"By order of the Peaky fuckin' Blinders" - how to do dirty work and don’t get caught - episode 1"

“Everyone's a whore, Grace. We just sell different parts of ourselves”

Thomas Shelby

Life is not always nice, simple and easy. Sometimes is more complex. Sometimes you are its lawful citizen. Sometimes you break the rules and do some dirty, shady things. Sometimes you are a copper. Sometimes you are a scoundrel. One day you are writing an API and taking care of its protection. Another day you are receiving the task to use someone else API without permission. It is not a thing you should do, but in startups game sometimes you have to do whatever it takes.  It is possible to do that if the API is protected by basic auth. I will help you to do it right and won’t be caught.

Draw the map to the princes' bedroom

"Do you have a map? Because I'm not going to be able to find my way in the dark. You see, at midnight, I'm going to leave my wing and I'm going to come find you. And I'm going to turn the handle of your bedroom door without making a sound and none of the maids will know."

Thomas Shelby

Every single day hundreds or even thousands of new mobile apps are released. The majority of them are using APIs to get some data. Like information about events nearby or trains timetables. Let’s assume that we really need such data. And there is no free nor even paid sources of the data. But thank God, there is an app for that (that is using this data). Let use its API.

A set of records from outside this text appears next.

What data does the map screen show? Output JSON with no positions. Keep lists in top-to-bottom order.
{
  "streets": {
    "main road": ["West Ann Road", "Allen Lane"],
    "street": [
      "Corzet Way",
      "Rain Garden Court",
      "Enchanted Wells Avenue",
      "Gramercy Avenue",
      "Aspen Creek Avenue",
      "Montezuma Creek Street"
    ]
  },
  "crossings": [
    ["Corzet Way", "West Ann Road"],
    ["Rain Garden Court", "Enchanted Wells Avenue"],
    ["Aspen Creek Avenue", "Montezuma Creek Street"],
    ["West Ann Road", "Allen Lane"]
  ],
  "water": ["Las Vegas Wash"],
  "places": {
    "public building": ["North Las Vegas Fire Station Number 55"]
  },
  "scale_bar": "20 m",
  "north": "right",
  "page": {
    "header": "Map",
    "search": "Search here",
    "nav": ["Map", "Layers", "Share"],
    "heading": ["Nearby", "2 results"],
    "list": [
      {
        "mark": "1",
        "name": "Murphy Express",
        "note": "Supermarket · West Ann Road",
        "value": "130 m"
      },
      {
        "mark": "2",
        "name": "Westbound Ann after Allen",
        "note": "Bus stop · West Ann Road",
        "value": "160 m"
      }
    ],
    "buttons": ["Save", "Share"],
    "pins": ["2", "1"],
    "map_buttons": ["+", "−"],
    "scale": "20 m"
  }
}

The first thing we have to do is to figure out how the API works. How requests and responses look like. To achieve this goal we have to see how the app is communicating with the API. The things will be required:

  • To establish a proxy on our machine that will allow us to see communication between the app and the API
  • To configure our iPhone to use this proxy

Establish the proxy

There are many ready to use proxy solutions on the market. Like Burp Suite or mitmproxy. We will use the second one because it works from a console. It will make this article to look more geeky and professional.

Mitmproxy is written in Python, so we will install it via Python’s package manager PIP:

pip install mitmproxy

If you don’t have Python installed on your machine you can download it from here. It doesn’t matter if you install Python-2.7 or Python-3.5. Just pick one of them.

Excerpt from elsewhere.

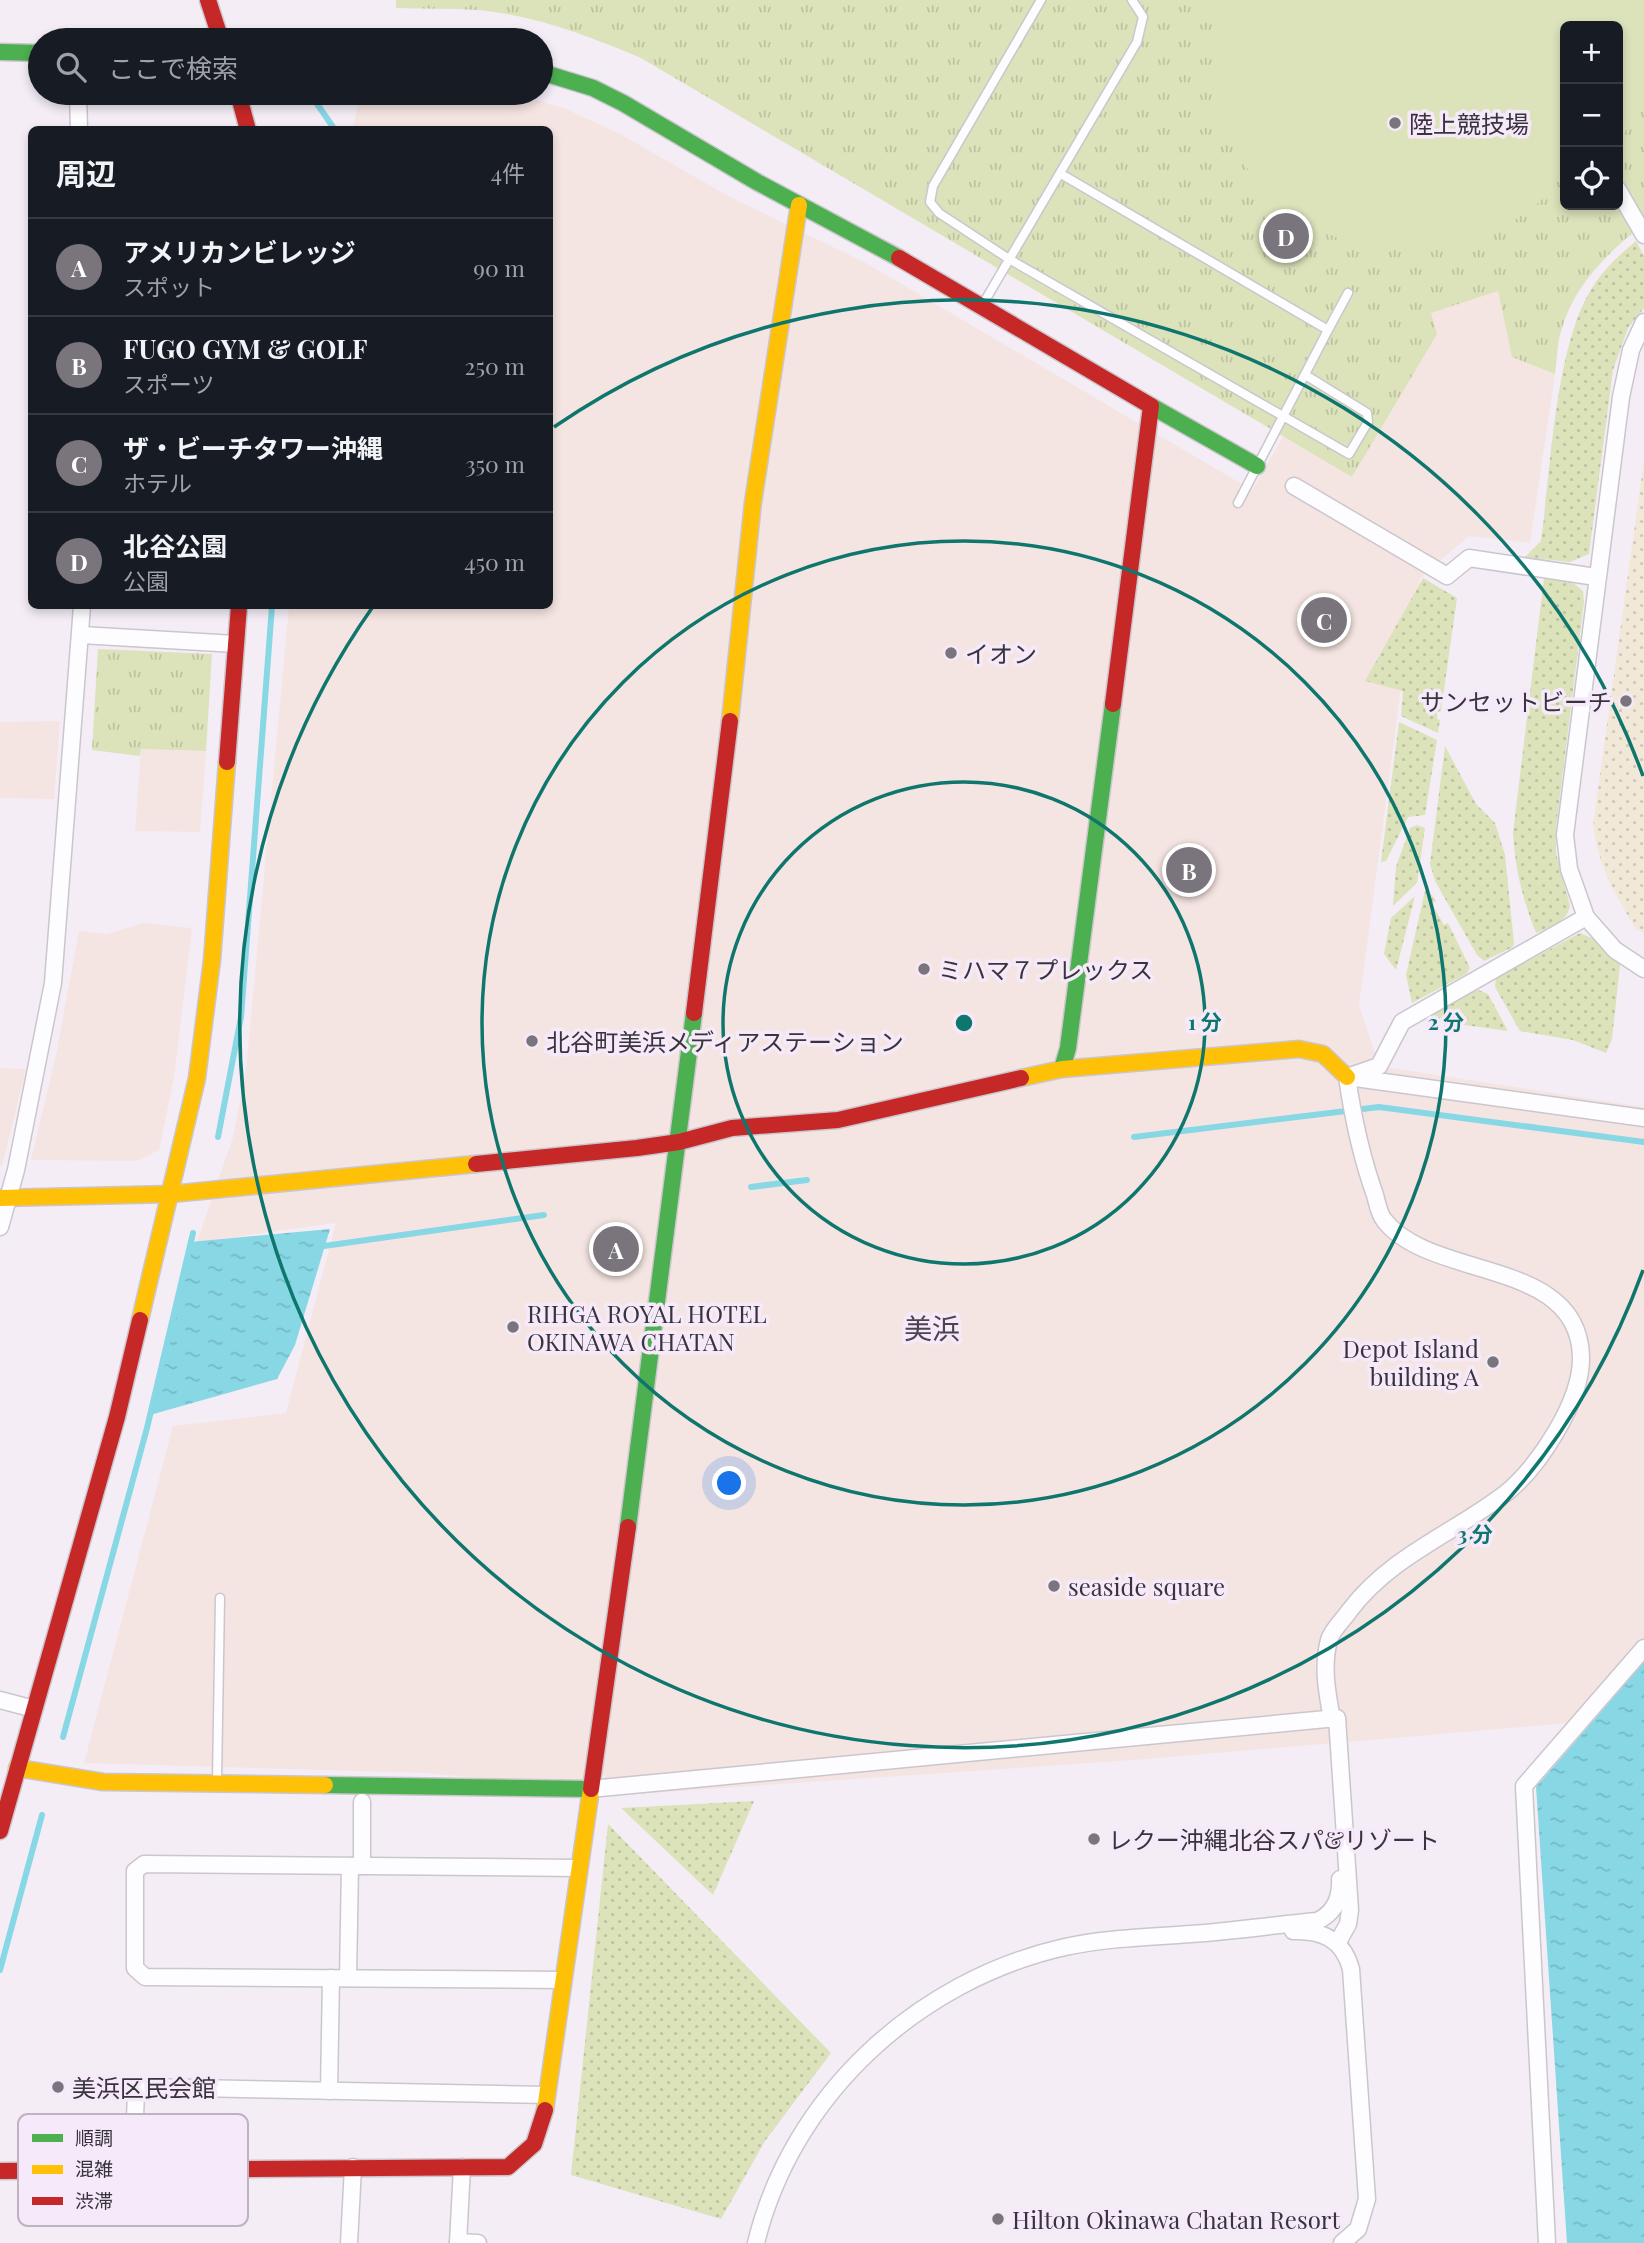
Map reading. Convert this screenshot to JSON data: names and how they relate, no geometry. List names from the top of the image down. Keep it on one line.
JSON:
{"districts":["美浜"],"places":["陸上競技場","イオン","サンセットビーチ","ミハマ７プレックス","北谷町美浜メディアステーション","RIHGA ROYAL HOTEL OKINAWA CHATAN","Depot Island building A","seaside square","レクー沖縄北谷スパ&リゾート","美浜区民会館","Hilton Okinawa Chatan Resort"],"legend":["順調","混雑","渋滞"],"page":{"map_buttons":["+","−"],"search":"ここで検索","heading":["周辺","4件"],"pins":["D","C","B","A"],"list":[{"mark":"A","name":"アメリカンビレッジ","note":"スポット","value":"90 m"},{"mark":"B","name":"FUGO GYM & GOLF","note":"スポーツ","value":"250 m"},{"mark":"C","name":"ザ・ビーチタワー沖縄","note":"ホテル","value":"350 m"},{"mark":"D","name":"北谷公園","note":"公園","value":"450 m"}]},"rings":["1 分","2 分","3 分"]}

If you need more info or you have any problems during mitmproxy installation then, please follow the installation guide.

After installation, you can call mitmproxy from the console

mitmproxy

As you can see in the left bottom corner the proxy is available at port 8080. Now it is time to…

Configure your iPhone to use our proxy

Let’s start with the Captain Obvious: connect your iPhone to the same wi-fi network as your computer.

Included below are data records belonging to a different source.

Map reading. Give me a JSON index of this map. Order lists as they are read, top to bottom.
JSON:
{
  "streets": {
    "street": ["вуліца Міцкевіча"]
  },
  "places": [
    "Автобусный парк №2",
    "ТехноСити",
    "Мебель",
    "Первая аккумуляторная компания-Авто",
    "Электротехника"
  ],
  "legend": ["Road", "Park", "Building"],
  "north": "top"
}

The second thing is to check your computer's internal network IP. You can find it in your network preferences.

Now you have to set up your iPhone to use this proxy. Go to Settings -> Wi-Fi then go to current network details. And the bottom there are proxy settings. Click the manual tab and provide proxy server IP you got in the previous step and its port which is 8080. And it works! Now you can go to the iPhone browser and visit any page. Then you will see the request in mitmproxy. Use arrows to navigate on requests list. Press enter to see the request details. Press q to go back to the list.

The SSL traffic

You can see some cases when the proxy it not working. Some websites or apps are not working. The data is not loaded for them and you can’t see their request in proxy logs.

The reason is simple. The SSL clients don’t trust our proxy. To solve that issue we have to install mitmproxy CA certificates on the phone. To do this open web browser in your iPhone and visit special mitmproxy page: http://mitm.it. Then click the icon of your platform, you will be asked to confirm certificate installation. And it is done. Now all https traffic is working and you can see it on the proxy.

What we can see here

It is time to use the app that is using the API that we are interested in. Make some requests and see their details in mitmproxy.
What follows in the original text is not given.